Voir au-delà des apparences, écouter au-delà des Fake News.

Le linguiste américain Noam Chomsky analyse la « fabrique du consentement » dans Manufacturing Consent : The Political Economy of the Mass Media. Ce « Voltaire de notre temps » y propose une modélisation de la propagande (propaganda model) à partir de cinq filtres par lesquels les mass media américains trahissent leur rôle de quatrième pouvoir critique, à cause de leur allégeance aux élites politiques et économiques. Il met à jour de manière détaillée comment les manipulations médiatiques opèrent aujourd’hui aux États-Unis un « lavage de cerveaux en liberté » ; telles une camisole de force idéologique invisible, elles maintiennent la population soumise à la domination d’une minorité de puissants. Le philosophe italien Roberto Mancini parle du « pouvoir systémique de la violence normalisée » : « de nos jours, celle-ci se dissimule sous une apparente normalité, modernité et insurmontable nécessité.

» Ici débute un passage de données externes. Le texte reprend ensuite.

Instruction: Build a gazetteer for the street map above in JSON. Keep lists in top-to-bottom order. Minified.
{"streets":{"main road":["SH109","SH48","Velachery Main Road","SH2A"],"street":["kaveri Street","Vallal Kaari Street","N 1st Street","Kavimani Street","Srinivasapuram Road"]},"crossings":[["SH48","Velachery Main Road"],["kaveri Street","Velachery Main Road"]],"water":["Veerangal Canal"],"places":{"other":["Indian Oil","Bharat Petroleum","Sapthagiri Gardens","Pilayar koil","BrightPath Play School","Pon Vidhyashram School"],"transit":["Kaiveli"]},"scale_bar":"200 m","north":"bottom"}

Quelle efficacité la non-violence peut-elle avoir au sein d’une société dominée par des systèmes d’organisation globaux tels que le marché mondial, la bureaucratie et les réseaux internet ? »

(Étienne Chomé, Le nouveau paradigme de non violence, p. 28, disponible sur http://etiennechome.site/publications-de…/sociopolitique/ où se trouvent l’apparat critique et les références).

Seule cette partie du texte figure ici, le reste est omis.